Even John Mulaney falls into this pattern. We all fell in love with Mulaney, his life and his wife and watched with sadness when he got divorced from someone who seems really cool, got involved with an international sex symbol and lent his voice to the high concept blockbusters Spider-Man: Into the Spider-Verse and Chip N’ Dale: Rescue Rangers.
The only cult figure to attain comic book super-stardom without losing his sterling reputation and his original following is Paul Rudd. Like everyone else I’ve mentioned he started small and culty and then exploded into superstardom as Ant-Man.
But he did not get divorced! Nor did he do anything that might cause fans to think he’s anything other than the consummate mensch and great guy we all think he is.
Rudd is the exception that proves the rule because usually when we throw ourselves into intense parasocial with favorite actors or creators we only think we know nothing can come of it but heartbreak and disappointment.

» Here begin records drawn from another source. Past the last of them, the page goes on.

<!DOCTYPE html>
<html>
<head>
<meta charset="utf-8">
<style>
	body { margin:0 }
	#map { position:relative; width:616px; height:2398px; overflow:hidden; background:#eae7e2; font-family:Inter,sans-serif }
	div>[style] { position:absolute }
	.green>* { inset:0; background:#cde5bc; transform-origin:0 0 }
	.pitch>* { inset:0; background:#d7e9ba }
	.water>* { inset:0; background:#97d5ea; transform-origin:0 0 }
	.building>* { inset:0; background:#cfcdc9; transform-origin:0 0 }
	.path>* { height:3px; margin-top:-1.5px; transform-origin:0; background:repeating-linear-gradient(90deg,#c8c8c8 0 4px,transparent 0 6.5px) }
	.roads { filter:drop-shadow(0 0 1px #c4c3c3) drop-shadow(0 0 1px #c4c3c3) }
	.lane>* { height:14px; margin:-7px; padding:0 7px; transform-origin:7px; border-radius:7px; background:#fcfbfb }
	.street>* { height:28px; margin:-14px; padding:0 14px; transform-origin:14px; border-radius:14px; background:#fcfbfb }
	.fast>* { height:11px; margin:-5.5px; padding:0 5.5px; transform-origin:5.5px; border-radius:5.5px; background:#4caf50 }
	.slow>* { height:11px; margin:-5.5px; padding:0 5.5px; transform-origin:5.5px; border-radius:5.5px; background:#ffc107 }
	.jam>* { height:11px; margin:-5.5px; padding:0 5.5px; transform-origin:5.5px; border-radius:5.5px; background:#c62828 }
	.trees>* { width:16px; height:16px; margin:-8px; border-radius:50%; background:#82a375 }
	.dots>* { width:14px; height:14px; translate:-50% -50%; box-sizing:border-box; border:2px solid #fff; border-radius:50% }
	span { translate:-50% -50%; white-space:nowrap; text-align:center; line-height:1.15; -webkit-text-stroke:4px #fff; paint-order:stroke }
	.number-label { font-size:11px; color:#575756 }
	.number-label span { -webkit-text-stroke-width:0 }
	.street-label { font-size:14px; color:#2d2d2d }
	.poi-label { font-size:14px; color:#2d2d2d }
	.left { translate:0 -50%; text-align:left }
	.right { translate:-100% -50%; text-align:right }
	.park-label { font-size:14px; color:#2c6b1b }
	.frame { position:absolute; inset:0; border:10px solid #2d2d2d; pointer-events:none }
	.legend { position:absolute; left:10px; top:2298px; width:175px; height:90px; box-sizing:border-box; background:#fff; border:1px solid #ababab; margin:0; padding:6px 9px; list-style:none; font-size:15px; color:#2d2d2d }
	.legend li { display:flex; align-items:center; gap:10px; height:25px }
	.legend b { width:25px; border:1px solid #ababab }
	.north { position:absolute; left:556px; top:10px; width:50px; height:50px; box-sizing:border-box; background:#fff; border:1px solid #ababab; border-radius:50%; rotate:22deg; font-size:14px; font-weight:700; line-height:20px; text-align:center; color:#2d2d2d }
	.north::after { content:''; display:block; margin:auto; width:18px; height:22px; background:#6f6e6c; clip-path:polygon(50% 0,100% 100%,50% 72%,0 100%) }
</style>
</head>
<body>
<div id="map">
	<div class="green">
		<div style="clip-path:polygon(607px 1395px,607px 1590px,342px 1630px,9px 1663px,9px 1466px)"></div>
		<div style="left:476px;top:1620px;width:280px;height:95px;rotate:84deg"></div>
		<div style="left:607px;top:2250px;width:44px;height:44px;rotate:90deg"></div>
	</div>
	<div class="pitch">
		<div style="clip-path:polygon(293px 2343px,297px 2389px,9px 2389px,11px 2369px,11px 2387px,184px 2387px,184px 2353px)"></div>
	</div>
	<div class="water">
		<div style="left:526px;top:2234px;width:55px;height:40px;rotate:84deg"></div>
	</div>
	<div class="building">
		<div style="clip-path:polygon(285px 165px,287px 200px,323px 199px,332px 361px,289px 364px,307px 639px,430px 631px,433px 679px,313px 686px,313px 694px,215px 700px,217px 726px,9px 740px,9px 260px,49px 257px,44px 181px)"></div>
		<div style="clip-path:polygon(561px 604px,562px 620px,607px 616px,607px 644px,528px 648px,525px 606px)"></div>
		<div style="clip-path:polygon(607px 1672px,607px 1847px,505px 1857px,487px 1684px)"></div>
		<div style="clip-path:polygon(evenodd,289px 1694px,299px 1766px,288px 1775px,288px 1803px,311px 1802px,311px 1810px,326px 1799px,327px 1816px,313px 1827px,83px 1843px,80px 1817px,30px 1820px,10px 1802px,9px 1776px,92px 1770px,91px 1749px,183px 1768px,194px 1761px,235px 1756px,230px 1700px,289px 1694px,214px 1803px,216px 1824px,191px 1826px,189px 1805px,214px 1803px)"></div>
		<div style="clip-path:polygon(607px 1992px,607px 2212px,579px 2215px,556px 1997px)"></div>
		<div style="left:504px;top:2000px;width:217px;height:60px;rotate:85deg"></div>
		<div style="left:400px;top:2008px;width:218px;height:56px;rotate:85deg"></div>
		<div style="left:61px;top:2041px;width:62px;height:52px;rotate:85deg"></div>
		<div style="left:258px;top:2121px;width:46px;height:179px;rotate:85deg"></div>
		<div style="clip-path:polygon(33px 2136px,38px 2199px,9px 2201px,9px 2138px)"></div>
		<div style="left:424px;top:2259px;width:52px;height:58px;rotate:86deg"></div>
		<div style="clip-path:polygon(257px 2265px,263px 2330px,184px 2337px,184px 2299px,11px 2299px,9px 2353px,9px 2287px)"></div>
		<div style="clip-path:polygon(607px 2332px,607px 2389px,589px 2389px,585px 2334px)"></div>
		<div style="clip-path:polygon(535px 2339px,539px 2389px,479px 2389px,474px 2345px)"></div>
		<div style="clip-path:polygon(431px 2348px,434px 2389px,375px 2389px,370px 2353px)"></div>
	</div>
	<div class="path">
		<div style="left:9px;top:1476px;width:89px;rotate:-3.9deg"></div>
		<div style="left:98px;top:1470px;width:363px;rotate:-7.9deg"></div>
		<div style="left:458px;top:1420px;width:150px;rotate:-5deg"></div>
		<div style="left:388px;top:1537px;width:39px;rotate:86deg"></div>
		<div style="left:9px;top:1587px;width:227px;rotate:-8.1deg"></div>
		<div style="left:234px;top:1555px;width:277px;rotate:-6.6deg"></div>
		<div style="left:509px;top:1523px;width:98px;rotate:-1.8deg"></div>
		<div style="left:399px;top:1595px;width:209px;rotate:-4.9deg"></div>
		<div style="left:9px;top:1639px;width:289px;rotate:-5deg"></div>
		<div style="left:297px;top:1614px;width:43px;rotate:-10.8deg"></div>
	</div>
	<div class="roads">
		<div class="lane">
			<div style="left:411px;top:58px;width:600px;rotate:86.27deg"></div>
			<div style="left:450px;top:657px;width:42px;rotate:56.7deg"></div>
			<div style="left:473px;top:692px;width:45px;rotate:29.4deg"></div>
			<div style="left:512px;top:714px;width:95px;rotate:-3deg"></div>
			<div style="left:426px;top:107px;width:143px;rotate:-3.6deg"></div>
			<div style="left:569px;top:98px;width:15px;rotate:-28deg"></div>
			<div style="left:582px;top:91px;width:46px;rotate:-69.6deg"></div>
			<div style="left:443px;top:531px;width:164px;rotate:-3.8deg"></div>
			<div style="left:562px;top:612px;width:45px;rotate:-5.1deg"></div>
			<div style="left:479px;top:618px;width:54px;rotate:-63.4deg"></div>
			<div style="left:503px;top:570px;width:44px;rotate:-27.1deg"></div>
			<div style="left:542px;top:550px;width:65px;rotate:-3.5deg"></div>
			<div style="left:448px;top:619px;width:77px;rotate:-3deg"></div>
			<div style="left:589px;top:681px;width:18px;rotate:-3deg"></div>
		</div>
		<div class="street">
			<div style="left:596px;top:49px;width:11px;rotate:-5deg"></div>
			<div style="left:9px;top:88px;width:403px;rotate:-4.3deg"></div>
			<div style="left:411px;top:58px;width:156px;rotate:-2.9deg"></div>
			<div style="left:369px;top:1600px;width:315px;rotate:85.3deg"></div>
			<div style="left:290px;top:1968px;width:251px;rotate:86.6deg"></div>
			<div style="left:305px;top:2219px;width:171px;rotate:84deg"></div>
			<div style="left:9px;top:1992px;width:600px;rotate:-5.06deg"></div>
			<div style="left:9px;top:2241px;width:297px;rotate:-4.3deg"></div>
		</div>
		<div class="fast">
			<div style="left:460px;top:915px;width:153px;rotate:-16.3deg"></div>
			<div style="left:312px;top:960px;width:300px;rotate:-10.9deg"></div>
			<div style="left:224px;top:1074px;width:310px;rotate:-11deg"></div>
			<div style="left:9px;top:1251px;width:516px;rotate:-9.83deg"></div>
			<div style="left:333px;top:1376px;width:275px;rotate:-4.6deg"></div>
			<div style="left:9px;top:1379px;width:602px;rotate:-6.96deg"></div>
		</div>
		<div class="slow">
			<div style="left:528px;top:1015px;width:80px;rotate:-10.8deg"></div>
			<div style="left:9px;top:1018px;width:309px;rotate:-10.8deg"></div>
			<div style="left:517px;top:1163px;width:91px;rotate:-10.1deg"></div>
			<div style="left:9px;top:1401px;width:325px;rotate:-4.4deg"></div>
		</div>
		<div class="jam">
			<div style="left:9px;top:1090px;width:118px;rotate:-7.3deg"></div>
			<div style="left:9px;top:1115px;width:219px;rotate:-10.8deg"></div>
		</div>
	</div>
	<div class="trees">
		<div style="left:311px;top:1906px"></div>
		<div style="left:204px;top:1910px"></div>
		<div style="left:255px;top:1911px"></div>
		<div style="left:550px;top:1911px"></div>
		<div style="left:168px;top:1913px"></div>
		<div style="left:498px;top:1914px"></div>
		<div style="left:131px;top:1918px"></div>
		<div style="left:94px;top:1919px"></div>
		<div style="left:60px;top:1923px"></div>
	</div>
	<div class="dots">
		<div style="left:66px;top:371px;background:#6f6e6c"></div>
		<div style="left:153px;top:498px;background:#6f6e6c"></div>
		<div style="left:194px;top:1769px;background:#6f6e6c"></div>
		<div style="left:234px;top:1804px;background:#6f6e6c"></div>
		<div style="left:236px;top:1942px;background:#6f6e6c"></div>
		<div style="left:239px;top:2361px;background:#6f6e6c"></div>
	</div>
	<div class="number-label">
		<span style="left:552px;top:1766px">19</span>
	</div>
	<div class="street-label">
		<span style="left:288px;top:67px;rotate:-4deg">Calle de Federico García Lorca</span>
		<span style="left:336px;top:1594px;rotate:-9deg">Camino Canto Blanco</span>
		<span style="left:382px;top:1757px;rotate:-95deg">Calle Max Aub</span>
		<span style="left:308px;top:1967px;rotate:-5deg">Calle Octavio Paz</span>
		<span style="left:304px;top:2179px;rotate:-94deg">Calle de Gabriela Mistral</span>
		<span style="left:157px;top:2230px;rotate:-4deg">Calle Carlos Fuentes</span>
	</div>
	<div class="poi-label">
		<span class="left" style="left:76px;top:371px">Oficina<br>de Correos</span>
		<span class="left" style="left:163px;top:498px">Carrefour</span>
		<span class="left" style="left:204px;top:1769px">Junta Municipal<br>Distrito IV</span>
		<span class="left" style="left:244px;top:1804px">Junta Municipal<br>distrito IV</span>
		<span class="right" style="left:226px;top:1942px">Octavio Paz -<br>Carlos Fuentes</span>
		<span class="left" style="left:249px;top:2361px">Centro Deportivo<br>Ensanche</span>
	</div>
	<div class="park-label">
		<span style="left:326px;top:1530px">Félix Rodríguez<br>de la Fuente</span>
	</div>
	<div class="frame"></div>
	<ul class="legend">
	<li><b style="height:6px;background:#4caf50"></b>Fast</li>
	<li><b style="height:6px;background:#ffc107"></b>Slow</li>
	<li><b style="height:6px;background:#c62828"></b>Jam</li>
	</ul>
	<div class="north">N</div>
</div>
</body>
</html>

Unlike pretty much everything I write that doesn’t involve creating an elaborate fictional life/death for actor Cary Elwes, this piece went viral and reached an audience beyond the site’s extremely small but wonderfully loyal core readership. When that happens, misunderstanding and anger almost invariably ensue so I am going to put this in bold and all caps so that you can’t ignore it: I AM NOT IN FAVOR OF JUDGING CELEBRITIES WE DO NOT KNOW HARSHLY BASED ON WHAT LITTLE WE KNOW ABOUT THEIR PRIVATE AND ROMANTIC LIVES. IT IS NOT A GOOD THING OR A POSITIVE BUT IT DOES SEEM TO BE HUMAN NATURE. THERE’S NO SHAME IN DIVORCE. THERE’S NO SHAME IN HAVING A MESSY PERSONAL LIFE. I WAS DESCRIBING SOMETHING IN THE CULTURE AT LARGE, I WAS NOT ENDORSING IT IN ANY WAY.